The lawsuit, which was filed in a London court, did not disclose the details of JPMorgan’s claims against Mr. Martin-Artajo, according to a person with knowledge of the complaint. Mr. Martin-Artajo and Mr. Iksil have left the bank. A spokeswoman for JPMorgan declined to comment on the lawsuit. Mr. Martin-Artajo’s lawyer could not be reached immediately for comment […]
The investigation, led by Michael J. Cavanagh, the bank’s former chief financial officer, uncovered that some traders within the unit might have improperly valued their positions as losses began to mount. Some phone recordings suggest that Mr. Martin-Artajo encouraged Mr. Iksil to value troubled positions in a favorable manner, according to people with knowledge of the situation.
Mr. Martin-Artajo, Mr. Iksil and two other employees who worked in the chief investment office are under investigation by criminal and civil authorities. Authorities are examining whether the group mismarked the positions to cover up losses, according to the people. After revising the valuations on those trades, JPMorgan had to restate its first-quarter earnings.

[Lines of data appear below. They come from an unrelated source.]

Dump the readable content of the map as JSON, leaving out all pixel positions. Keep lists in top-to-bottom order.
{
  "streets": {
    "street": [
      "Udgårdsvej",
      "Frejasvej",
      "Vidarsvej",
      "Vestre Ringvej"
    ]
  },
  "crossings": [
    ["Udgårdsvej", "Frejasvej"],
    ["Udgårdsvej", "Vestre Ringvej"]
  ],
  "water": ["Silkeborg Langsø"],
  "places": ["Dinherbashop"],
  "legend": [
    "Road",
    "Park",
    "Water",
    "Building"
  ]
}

This is yet another example of JPMorgan Chase trying to foist their legal exposure onto individual traders and executives rather than their own corporate headquarters. I wrote about this three weeks ago. Regardless of what individual in the CIO did with mismarking positions, the responsibility ultimately lies with Jamie Dimon, under the Sarbanes-Oxley Act. Management is responsible, under Sarbanes-Oxley, for the internal controls that alert them to fraud anywhere in their unit. A “rogue trader” is not a valid excuse under the law.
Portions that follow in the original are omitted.